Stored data
....

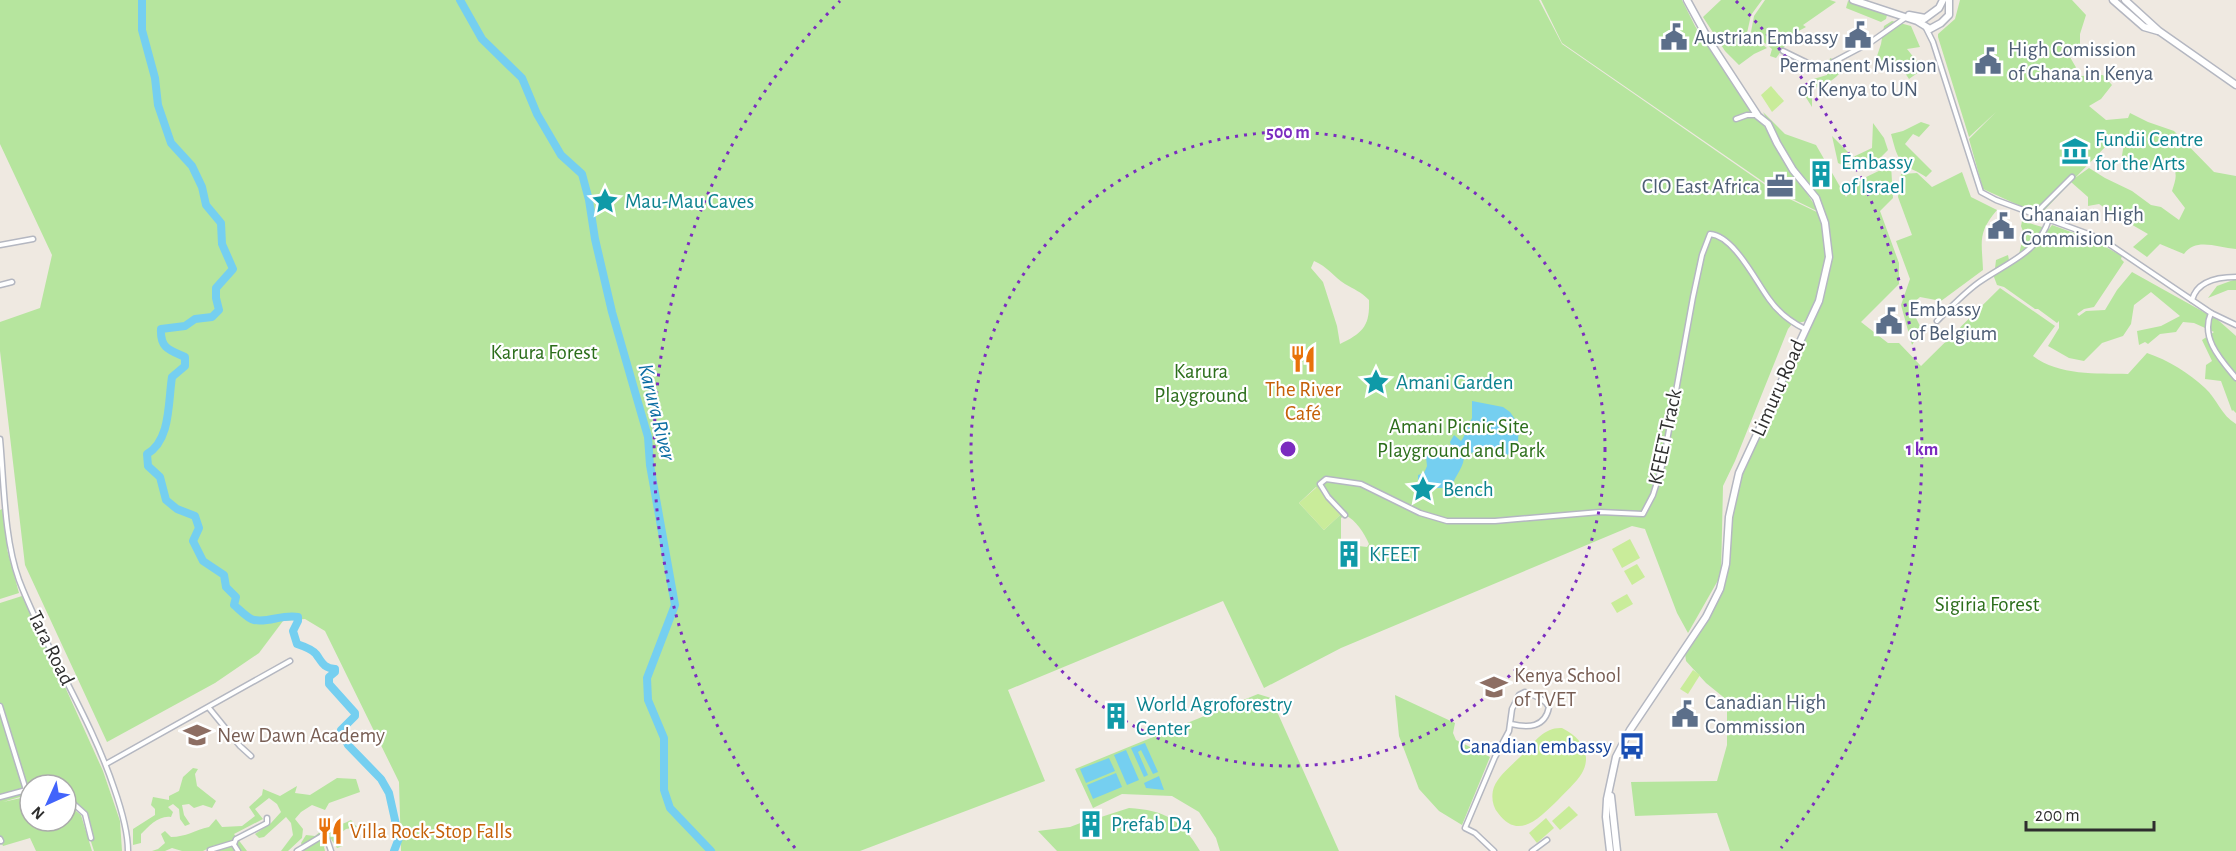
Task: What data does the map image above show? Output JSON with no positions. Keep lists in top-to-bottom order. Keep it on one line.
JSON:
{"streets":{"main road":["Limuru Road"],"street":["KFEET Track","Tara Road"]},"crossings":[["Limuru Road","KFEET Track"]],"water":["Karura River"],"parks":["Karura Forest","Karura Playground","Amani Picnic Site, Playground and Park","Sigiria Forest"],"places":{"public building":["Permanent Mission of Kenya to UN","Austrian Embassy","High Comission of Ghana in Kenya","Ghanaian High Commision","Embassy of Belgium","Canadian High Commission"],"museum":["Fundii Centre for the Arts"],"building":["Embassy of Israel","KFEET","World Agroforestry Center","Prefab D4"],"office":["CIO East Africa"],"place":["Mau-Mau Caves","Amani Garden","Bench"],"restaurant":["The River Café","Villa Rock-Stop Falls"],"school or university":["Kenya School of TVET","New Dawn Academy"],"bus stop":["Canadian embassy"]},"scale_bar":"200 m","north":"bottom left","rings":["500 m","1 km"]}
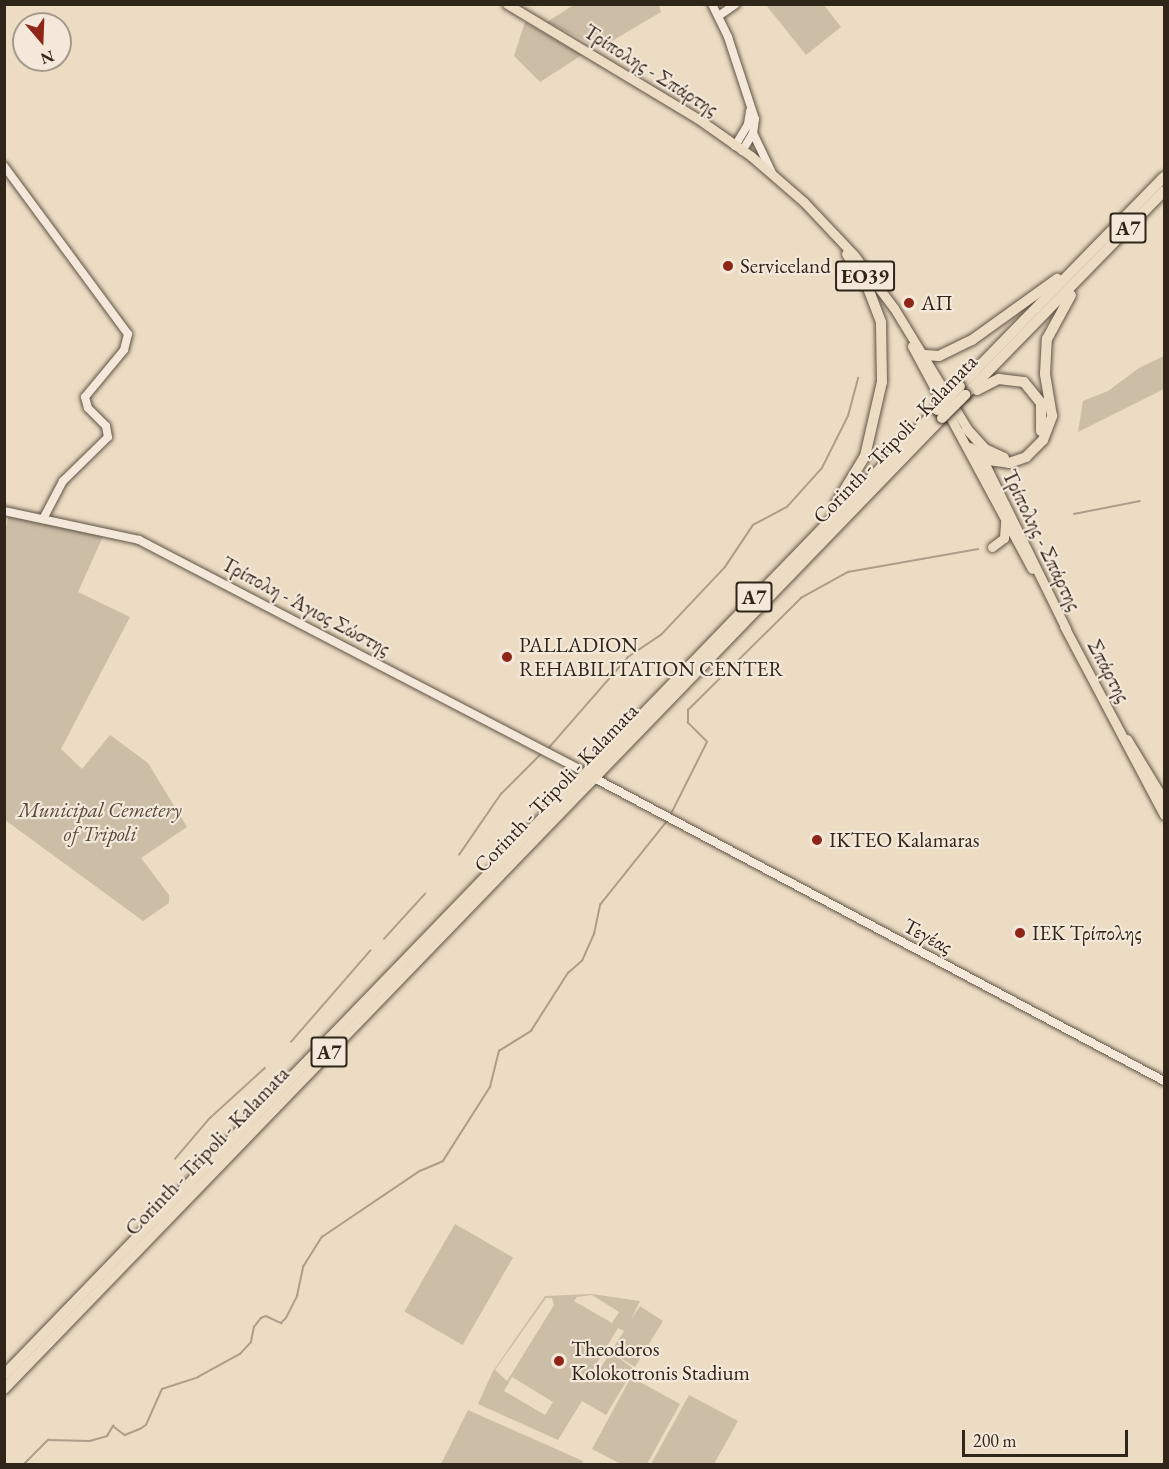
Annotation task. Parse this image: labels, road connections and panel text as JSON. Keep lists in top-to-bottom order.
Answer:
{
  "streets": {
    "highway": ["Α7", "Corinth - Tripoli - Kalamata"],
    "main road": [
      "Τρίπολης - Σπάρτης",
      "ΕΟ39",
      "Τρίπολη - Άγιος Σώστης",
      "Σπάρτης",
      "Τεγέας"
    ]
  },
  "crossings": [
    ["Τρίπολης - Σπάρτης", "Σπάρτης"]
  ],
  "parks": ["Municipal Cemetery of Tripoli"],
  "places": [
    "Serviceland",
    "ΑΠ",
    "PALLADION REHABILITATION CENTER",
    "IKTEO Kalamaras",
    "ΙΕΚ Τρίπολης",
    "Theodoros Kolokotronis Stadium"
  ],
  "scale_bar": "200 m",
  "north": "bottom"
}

....

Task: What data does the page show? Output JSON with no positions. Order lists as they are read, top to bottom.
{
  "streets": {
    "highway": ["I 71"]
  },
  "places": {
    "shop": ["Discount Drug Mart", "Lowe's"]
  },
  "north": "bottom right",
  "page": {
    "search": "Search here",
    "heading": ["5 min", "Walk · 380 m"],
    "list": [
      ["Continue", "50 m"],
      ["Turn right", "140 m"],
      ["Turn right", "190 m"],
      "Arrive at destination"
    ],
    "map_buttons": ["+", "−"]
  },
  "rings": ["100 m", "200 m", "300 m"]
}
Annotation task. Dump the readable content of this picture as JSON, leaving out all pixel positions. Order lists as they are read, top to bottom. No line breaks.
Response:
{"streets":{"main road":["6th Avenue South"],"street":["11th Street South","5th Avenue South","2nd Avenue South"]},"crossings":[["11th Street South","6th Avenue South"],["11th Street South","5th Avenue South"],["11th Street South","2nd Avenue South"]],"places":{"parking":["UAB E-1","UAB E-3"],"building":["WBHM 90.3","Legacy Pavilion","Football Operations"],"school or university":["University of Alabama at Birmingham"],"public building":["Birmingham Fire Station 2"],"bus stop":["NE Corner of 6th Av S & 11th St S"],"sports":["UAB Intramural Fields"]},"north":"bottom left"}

....

* **WHAT THIS TASK INVOLVES**:
Write out exactly the run of lines above that starts at the line containing "Task: What data does the map" and ends at the line containing "Annotation task. Parse". Include both, and leave the pictures out.

* **WRITTEN SOLUTION**:
Task: What data does the map image above show? Output JSON with no positions. Keep lists in top-to-bottom order. Keep it on one line.
JSON:
{"streets":{"main road":["Limuru Road"],"street":["KFEET Track","Tara Road"]},"crossings":[["Limuru Road","KFEET Track"]],"water":["Karura River"],"parks":["Karura Forest","Karura Playground","Amani Picnic Site, Playground and Park","Sigiria Forest"],"places":{"public building":["Permanent Mission of Kenya to UN","Austrian Embassy","High Comission of Ghana in Kenya","Ghanaian High Commision","Embassy of Belgium","Canadian High Commission"],"museum":["Fundii Centre for the Arts"],"building":["Embassy of Israel","KFEET","World Agroforestry Center","Prefab D4"],"office":["CIO East Africa"],"place":["Mau-Mau Caves","Amani Garden","Bench"],"restaurant":["The River Café","Villa Rock-Stop Falls"],"school or university":["Kenya School of TVET","New Dawn Academy"],"bus stop":["Canadian embassy"]},"scale_bar":"200 m","north":"bottom left","rings":["500 m","1 km"]}
Annotation task. Parse this image: labels, road connections and panel text as JSON. Keep lists in top-to-bottom order.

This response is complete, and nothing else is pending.